▶ TASK DESCRIPTION
Count the lines below that contain "grid". Answer with the number alone.

========================

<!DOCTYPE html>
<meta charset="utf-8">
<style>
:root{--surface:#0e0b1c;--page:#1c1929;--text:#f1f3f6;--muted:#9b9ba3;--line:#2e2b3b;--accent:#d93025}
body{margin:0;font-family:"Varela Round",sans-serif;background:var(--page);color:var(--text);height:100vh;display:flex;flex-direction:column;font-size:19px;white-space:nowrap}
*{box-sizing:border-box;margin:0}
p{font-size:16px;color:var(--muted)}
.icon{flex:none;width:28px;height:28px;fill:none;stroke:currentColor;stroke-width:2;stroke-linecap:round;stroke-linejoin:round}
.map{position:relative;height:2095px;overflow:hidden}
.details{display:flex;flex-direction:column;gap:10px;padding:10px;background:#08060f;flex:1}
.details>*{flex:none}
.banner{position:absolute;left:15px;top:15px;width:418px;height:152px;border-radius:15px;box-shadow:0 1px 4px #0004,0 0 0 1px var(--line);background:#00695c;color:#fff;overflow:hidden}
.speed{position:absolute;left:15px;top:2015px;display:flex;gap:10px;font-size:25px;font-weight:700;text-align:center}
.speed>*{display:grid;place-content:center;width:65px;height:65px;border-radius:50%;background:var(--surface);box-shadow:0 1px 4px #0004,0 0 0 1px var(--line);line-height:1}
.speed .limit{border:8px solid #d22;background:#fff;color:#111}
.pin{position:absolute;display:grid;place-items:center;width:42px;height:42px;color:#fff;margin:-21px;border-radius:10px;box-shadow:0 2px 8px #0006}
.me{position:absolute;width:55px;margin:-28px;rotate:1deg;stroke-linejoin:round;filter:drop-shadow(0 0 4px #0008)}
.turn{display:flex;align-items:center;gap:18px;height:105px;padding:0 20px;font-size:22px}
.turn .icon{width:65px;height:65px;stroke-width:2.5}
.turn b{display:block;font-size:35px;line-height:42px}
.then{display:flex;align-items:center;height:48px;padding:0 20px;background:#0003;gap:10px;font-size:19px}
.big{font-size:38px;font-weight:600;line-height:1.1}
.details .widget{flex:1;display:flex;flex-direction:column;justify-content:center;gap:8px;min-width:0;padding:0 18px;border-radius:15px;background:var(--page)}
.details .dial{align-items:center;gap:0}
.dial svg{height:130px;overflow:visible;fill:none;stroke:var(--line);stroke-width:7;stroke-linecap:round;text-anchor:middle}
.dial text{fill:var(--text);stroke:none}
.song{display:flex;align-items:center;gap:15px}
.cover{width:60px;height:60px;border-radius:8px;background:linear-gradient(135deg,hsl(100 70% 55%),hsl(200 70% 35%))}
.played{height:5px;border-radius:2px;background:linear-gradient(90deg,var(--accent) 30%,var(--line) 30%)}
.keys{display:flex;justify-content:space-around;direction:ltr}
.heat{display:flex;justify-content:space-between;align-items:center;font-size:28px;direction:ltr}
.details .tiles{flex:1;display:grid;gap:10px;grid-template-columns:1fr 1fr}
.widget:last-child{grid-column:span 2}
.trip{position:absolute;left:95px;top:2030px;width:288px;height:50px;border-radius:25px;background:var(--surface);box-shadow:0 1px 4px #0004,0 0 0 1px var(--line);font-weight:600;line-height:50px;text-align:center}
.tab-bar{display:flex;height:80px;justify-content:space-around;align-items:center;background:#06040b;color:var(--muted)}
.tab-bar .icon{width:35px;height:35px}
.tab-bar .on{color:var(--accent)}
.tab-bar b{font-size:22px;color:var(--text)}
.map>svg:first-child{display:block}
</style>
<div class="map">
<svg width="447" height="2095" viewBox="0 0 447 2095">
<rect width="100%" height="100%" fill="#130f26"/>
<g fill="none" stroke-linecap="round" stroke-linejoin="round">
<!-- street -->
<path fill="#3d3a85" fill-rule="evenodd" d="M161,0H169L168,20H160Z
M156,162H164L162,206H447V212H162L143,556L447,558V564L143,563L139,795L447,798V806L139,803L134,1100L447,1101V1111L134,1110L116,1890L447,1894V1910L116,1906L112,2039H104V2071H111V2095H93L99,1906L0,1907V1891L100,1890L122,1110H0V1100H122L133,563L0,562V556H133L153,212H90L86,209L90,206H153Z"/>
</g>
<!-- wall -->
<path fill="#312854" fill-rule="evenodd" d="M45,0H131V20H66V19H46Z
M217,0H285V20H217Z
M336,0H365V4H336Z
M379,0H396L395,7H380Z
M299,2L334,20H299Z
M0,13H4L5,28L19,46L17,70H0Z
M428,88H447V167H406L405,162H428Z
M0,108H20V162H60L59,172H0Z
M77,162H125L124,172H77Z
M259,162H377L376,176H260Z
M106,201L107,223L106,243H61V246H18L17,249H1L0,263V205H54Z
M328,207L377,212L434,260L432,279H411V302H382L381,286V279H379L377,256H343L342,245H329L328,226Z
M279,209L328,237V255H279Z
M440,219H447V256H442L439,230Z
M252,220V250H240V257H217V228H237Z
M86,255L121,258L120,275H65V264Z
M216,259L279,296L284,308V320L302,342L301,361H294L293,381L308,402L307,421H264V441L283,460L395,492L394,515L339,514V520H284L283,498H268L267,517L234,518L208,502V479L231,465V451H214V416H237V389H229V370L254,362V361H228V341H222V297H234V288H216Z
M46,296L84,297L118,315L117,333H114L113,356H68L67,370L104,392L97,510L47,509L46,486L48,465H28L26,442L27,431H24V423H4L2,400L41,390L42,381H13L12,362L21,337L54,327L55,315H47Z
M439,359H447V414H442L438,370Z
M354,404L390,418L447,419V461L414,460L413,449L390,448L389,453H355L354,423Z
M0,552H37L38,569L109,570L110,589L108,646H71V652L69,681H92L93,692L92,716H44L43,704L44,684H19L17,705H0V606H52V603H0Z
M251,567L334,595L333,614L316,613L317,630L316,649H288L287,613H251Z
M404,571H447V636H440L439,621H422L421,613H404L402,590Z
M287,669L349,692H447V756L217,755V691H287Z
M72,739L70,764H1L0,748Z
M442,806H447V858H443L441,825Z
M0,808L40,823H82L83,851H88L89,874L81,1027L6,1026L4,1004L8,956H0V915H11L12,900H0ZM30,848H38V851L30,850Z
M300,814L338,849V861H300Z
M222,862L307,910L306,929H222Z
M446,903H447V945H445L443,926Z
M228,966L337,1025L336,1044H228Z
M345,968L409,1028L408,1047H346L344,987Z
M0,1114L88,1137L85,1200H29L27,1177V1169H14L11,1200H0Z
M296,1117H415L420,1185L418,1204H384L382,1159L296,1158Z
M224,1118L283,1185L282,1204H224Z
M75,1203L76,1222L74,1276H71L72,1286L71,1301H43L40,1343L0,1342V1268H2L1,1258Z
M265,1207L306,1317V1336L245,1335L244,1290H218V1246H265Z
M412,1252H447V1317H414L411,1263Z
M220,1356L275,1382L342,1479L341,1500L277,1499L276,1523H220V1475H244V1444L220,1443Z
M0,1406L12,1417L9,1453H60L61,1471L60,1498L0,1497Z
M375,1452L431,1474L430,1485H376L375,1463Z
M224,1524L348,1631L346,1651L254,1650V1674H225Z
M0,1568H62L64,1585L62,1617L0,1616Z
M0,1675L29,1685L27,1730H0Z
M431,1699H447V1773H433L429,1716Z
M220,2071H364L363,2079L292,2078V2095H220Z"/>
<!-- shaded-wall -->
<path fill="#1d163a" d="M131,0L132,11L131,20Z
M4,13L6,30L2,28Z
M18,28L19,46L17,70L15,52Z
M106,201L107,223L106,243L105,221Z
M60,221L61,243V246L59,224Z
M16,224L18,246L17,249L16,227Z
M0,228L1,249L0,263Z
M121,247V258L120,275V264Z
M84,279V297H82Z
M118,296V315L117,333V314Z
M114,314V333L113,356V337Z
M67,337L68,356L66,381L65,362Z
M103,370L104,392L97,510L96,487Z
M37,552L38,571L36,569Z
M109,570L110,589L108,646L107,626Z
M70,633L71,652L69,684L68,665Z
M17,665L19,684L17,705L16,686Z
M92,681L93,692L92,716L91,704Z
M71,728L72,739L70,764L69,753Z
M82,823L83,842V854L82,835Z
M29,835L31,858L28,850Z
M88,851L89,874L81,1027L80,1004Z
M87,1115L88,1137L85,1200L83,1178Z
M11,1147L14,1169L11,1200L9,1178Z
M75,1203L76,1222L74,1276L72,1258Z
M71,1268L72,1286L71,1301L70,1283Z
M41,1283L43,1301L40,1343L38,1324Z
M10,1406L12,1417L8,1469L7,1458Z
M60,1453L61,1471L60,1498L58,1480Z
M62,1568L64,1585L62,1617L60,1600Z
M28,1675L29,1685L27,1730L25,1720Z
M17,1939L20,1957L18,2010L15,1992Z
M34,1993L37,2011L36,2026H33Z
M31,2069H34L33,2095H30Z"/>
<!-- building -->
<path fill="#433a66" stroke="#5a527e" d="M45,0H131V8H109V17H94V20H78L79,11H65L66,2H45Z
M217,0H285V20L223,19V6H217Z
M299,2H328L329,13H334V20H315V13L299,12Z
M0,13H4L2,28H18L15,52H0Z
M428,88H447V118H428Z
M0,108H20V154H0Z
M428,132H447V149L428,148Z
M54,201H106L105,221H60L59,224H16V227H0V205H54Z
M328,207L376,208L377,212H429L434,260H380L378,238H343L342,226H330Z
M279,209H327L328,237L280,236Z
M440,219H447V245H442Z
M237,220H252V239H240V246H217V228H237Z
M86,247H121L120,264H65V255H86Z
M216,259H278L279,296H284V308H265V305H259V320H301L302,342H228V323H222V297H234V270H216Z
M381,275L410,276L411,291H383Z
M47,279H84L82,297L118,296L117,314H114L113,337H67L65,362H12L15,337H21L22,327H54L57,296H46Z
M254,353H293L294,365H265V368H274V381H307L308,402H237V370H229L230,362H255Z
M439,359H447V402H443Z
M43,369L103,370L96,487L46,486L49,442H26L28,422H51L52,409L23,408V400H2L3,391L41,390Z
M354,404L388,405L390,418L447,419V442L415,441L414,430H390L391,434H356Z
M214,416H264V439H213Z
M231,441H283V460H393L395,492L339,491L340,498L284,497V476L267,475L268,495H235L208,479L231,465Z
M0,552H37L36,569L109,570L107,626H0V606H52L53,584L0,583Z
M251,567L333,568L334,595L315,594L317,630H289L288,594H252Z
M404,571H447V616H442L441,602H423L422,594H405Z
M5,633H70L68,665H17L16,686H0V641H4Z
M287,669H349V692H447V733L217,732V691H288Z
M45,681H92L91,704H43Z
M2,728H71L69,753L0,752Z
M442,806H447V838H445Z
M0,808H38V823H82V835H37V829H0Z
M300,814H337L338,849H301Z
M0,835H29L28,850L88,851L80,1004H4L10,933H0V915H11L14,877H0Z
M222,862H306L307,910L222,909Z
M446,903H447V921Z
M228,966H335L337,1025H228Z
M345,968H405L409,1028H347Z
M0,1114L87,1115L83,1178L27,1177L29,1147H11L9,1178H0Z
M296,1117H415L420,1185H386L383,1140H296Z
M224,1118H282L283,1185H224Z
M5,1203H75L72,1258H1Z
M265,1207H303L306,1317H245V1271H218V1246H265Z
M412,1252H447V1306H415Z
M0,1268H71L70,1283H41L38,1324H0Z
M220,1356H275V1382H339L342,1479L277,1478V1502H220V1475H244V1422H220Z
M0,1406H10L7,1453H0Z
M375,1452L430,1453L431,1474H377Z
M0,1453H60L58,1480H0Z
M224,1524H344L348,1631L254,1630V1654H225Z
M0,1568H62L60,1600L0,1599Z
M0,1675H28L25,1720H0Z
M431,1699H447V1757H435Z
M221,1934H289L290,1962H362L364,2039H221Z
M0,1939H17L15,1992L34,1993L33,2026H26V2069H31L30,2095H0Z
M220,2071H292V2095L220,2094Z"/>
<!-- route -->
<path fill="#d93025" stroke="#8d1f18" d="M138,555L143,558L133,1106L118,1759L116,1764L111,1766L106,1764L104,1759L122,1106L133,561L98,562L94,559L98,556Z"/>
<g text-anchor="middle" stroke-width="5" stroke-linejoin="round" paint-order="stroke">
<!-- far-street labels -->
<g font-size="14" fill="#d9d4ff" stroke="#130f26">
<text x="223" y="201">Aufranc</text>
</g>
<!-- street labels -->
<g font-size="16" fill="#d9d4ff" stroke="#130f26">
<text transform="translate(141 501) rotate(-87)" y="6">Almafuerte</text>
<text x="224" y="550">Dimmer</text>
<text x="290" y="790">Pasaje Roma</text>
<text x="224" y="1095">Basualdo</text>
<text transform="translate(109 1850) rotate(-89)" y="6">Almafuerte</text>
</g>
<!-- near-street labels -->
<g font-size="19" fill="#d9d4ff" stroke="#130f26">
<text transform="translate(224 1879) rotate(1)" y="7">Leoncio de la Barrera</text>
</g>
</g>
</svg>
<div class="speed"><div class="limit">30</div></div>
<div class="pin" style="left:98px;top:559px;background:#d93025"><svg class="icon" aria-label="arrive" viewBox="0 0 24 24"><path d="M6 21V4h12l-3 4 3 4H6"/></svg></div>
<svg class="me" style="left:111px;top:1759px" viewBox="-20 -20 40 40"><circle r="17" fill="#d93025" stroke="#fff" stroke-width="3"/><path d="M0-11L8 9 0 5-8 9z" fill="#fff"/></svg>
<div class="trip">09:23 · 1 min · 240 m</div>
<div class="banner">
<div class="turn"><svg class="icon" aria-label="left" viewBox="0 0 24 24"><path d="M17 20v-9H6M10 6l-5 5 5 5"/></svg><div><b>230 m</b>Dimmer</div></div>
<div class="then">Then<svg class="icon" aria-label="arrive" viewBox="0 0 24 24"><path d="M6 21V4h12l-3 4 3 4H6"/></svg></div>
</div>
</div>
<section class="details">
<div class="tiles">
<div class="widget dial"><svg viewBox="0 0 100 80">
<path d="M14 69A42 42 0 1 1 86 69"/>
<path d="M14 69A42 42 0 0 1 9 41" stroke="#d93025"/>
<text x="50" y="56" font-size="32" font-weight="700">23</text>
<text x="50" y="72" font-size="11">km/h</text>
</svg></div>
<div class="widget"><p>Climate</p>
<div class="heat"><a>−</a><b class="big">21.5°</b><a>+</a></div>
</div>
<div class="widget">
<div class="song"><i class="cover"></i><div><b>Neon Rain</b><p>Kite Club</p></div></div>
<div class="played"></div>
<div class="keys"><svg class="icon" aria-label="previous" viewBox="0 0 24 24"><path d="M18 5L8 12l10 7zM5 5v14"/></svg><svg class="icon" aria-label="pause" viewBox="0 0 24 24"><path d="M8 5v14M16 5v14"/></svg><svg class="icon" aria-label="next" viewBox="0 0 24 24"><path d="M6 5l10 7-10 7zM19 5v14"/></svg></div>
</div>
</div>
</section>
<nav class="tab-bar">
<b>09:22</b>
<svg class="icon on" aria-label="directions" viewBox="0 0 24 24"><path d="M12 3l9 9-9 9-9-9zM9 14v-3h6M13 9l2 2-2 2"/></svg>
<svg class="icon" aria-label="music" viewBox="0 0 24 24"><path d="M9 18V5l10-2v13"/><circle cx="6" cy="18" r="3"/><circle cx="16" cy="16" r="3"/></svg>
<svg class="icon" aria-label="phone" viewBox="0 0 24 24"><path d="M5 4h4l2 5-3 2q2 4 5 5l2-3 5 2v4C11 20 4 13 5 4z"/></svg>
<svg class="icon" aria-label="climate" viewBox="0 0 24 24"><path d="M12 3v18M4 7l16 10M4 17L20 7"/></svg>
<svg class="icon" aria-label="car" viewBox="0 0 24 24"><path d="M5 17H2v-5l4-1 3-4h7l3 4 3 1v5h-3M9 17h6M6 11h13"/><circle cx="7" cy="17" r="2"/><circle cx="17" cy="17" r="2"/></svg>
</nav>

========================

▶ ANSWER FOR THIS EXERCISE
4